Take the entries below and print, exactly, the stretch from the line containing "function fill(path, color)" through the line containing "[298,605,382,659,355,700,270,646]", both included.

------ DATA RECORDS

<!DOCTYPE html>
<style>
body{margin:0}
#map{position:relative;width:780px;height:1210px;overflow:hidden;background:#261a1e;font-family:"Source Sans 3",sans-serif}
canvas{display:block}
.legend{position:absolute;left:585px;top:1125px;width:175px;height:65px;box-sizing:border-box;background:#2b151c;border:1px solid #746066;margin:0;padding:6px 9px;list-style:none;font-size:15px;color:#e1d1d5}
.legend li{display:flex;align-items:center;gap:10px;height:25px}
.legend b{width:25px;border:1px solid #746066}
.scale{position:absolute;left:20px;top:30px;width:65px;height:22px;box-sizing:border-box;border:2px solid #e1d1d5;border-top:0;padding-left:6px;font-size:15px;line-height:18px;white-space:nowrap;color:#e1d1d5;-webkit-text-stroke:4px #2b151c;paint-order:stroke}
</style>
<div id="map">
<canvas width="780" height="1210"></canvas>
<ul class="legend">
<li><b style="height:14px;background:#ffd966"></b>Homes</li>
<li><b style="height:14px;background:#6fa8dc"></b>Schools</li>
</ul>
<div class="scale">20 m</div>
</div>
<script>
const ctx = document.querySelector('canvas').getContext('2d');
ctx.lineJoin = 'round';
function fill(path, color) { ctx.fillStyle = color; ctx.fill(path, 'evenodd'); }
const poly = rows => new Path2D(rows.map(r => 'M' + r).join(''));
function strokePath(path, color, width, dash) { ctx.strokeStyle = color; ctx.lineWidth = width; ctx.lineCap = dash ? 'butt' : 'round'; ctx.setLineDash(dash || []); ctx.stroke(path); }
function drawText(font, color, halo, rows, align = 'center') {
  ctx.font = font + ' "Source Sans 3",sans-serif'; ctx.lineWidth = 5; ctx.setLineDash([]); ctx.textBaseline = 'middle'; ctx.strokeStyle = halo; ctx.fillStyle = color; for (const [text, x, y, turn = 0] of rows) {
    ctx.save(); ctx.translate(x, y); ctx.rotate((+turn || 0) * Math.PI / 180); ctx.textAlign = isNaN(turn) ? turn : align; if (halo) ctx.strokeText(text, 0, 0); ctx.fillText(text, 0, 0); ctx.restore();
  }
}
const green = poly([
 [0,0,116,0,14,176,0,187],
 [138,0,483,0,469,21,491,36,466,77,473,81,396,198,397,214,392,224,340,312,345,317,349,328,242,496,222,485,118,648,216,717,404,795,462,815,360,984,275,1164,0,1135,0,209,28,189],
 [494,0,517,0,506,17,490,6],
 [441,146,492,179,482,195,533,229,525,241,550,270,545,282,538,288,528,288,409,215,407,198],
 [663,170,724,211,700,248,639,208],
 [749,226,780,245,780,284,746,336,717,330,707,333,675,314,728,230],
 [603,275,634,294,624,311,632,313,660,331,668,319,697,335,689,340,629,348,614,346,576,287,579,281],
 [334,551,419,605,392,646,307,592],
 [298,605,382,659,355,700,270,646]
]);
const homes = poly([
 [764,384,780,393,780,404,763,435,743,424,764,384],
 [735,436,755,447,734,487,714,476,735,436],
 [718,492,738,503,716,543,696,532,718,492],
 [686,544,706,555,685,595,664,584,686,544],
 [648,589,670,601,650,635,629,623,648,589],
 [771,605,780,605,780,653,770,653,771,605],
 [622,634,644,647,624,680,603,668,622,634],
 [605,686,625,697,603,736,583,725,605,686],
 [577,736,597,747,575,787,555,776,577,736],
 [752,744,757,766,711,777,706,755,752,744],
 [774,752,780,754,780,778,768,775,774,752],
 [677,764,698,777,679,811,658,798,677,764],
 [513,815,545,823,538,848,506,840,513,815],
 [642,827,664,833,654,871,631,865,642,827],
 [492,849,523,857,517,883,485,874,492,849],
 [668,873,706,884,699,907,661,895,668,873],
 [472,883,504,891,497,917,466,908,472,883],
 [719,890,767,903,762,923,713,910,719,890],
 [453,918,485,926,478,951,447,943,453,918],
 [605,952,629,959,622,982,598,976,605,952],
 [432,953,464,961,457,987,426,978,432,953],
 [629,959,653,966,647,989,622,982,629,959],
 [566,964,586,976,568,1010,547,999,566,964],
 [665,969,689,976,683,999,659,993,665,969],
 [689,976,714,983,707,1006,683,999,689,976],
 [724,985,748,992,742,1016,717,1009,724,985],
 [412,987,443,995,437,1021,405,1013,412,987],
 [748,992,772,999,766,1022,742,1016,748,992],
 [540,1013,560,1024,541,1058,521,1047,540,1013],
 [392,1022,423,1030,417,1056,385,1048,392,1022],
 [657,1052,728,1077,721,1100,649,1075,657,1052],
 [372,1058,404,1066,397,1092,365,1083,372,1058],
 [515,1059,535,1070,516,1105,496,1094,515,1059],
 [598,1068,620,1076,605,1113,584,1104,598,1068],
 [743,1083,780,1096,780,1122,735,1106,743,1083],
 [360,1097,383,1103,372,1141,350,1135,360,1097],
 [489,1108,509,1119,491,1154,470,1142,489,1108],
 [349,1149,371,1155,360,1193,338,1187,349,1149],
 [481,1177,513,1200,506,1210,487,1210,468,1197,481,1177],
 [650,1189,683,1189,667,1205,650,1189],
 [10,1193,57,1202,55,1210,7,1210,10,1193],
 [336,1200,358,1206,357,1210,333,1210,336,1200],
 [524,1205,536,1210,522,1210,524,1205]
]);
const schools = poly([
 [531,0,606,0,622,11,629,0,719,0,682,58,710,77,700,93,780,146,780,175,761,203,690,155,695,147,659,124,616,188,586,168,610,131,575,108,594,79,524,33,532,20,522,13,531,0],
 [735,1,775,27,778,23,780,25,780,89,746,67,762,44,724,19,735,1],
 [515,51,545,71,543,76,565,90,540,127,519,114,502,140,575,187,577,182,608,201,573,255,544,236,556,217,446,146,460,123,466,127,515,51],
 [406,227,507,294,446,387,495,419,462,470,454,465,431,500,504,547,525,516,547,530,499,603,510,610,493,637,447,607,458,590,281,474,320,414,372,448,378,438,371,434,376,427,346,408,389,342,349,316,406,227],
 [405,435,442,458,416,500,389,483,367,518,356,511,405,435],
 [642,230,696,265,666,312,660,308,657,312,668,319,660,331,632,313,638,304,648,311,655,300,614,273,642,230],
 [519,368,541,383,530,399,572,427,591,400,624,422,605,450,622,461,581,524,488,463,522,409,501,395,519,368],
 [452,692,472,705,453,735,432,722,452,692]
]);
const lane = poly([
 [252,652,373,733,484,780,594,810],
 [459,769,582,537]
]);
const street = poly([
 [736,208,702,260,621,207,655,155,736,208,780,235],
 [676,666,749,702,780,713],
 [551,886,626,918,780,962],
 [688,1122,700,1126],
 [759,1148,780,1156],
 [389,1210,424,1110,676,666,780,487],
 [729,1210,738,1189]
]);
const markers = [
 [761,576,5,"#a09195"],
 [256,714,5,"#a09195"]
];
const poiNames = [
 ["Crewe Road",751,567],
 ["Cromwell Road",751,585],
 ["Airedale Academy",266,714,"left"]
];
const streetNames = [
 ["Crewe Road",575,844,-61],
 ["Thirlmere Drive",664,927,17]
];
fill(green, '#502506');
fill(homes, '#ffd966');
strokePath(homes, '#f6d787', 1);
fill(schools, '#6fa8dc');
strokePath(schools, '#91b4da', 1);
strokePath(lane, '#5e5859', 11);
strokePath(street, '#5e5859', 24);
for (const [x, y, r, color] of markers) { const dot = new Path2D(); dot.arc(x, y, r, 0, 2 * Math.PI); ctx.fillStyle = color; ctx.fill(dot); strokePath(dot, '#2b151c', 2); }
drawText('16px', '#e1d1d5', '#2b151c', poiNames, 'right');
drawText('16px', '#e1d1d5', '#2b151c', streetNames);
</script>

------------

OUTPUT BELOW:
function fill(path, color) { ctx.fillStyle = color; ctx.fill(path, 'evenodd'); }
const poly = rows => new Path2D(rows.map(r => 'M' + r).join(''));
function strokePath(path, color, width, dash) { ctx.strokeStyle = color; ctx.lineWidth = width; ctx.lineCap = dash ? 'butt' : 'round'; ctx.setLineDash(dash || []); ctx.stroke(path); }
function drawText(font, color, halo, rows, align = 'center') {
  ctx.font = font + ' "Source Sans 3",sans-serif'; ctx.lineWidth = 5; ctx.setLineDash([]); ctx.textBaseline = 'middle'; ctx.strokeStyle = halo; ctx.fillStyle = color; for (const [text, x, y, turn = 0] of rows) {
    ctx.save(); ctx.translate(x, y); ctx.rotate((+turn || 0) * Math.PI / 180); ctx.textAlign = isNaN(turn) ? turn : align; if (halo) ctx.strokeText(text, 0, 0); ctx.fillText(text, 0, 0); ctx.restore();
  }
}
const green = poly([
 [0,0,116,0,14,176,0,187],
 [138,0,483,0,469,21,491,36,466,77,473,81,396,198,397,214,392,224,340,312,345,317,349,328,242,496,222,485,118,648,216,717,404,795,462,815,360,984,275,1164,0,1135,0,209,28,189],
 [494,0,517,0,506,17,490,6],
 [441,146,492,179,482,195,533,229,525,241,550,270,545,282,538,288,528,288,409,215,407,198],
 [663,170,724,211,700,248,639,208],
 [749,226,780,245,780,284,746,336,717,330,707,333,675,314,728,230],
 [603,275,634,294,624,311,632,313,660,331,668,319,697,335,689,340,629,348,614,346,576,287,579,281],
 [334,551,419,605,392,646,307,592],
 [298,605,382,659,355,700,270,646]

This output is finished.